CFPB Targeting Non-Compliant Lender Documents

Lenders who ignore the need for compliant documents could face hefty fines from the CFPB

On September 29, 2014, the CFPB ordered Flagstar Bank to pay $37.5 million in fines due to what it found to be violations of mortgage servicing rules. These fines include restitution of $27.5 million to approximately 6,500 borrowers who were serviced by Flagstar – 2,000 of whom lost their homes to foreclosure and a $10 million civil penalty to the CFPB Civil Penalty Fund.

In addition, the victims of foreclosure have the right to file individual action after the settlement. Regarding these latest fines, CFPB Director Richard Cordray asserts, “The Bureau has been clear that mortgage servicers must follow our new servicing rules and treat homeowners fairly. Today’s action signals a new era of enforcement to protect consumers against the cost of servicer runarounds.”

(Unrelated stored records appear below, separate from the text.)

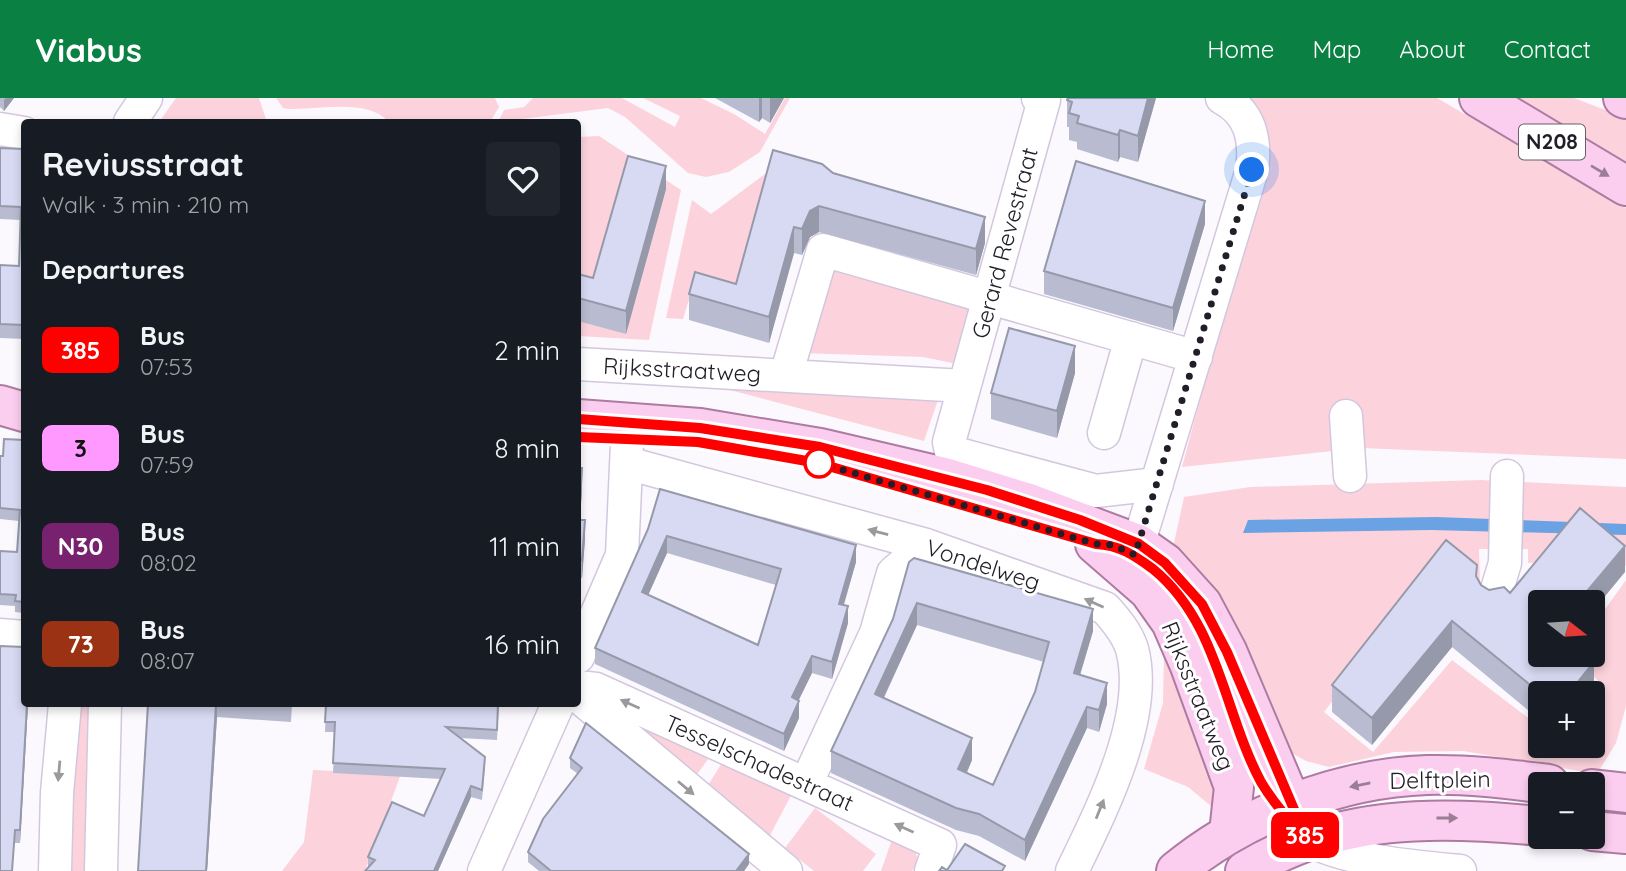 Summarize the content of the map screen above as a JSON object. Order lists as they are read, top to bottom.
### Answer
{
  "streets": {
    "main road": ["N208", "Rijksstraatweg", "Delftplein"],
    "street": ["Gerard Revestraat", "Vondelweg", "Tesselschadestraat"]
  },
  "crossings": [
    ["Gerard Revestraat", "Rijksstraatweg"],
    ["Rijksstraatweg", "Vondelweg"],
    ["Rijksstraatweg", "Delftplein"]
  ],
  "lines": ["bus line 385"],
  "north": "right",
  "page": {
    "header": "Viabus",
    "nav": [
      "Home",
      "Map",
      "About",
      "Contact"
    ],
    "on_map": "385",
    "heading": [
      ["Reviusstraat", "Walk · 3 min · 210 m"],
      "Departures"
    ],
    "list": [
      {
        "mark": "385",
        "name": "Bus",
        "note": "07:53",
        "value": "2 min"
      },
      {
        "mark": "3",
        "name": "Bus",
        "note": "07:59",
        "value": "8 min"
      },
      {
        "mark": "N30",
        "name": "Bus",
        "note": "08:02",
        "value": "11 min"
      },
      {
        "mark": "73",
        "name": "Bus",
        "note": "08:07",
        "value": "16 min"
      }
    ],
    "map_buttons": ["+", "−"]
  }
} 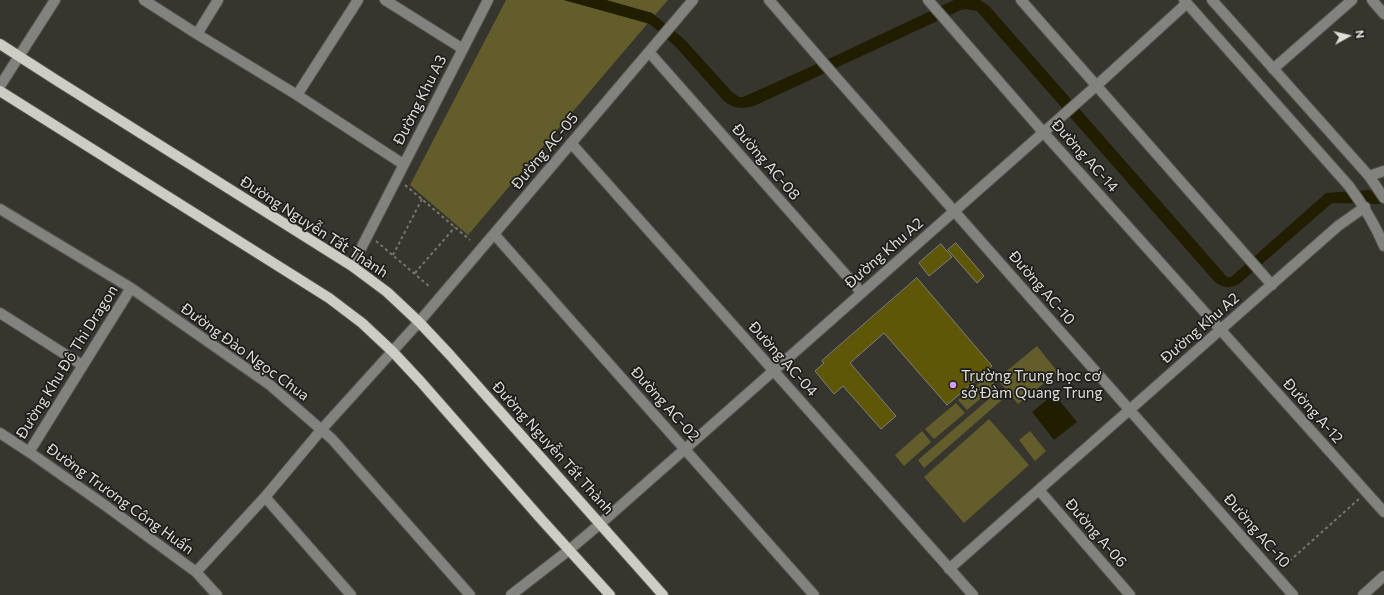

During a 3-year investigation of the Michigan-based lender, the CFPB found that Flagstar did not have adequate resources to administer loss mitigation programs for its borrowers. In 2011, the lender had 25 full-time employees and a third party vendor based in India handling over 13,000 active loss mitigation applications. With these limited resources, it was taking up to 9 months for a single application to get through the review process. Customers calling into the service center were experiencing wait times in excess of 30 minutes and, since the review process was so lengthy, many of the required documents expired before the application had been reviewed.

Even though the CFPB’s new mortgage servicing rules have only been in effect since the beginning of 2014, Flagstar’s actions constituted Unfair Deceptive Acts and Practices (UDAPs) under the Dodd-Frank Act. Under the CFPB’s mortgage servicing rules, lenders must notify borrowers about their loss mitigation options via written notice after the borrower misses two consecutive payments. The notice must include examples of options that could serve as an alternative to foreclosure as well as instructions to the lender on how they can obtain more information. In addition, the new CFPB rules require that lenders provide delinquent borrowers direct and ongoing access to contact center personnel who are tasked with assisting them by alerting them about any missing information found on loss mitigation applications, keeping them aware of their application status and expediting the processing of the application. 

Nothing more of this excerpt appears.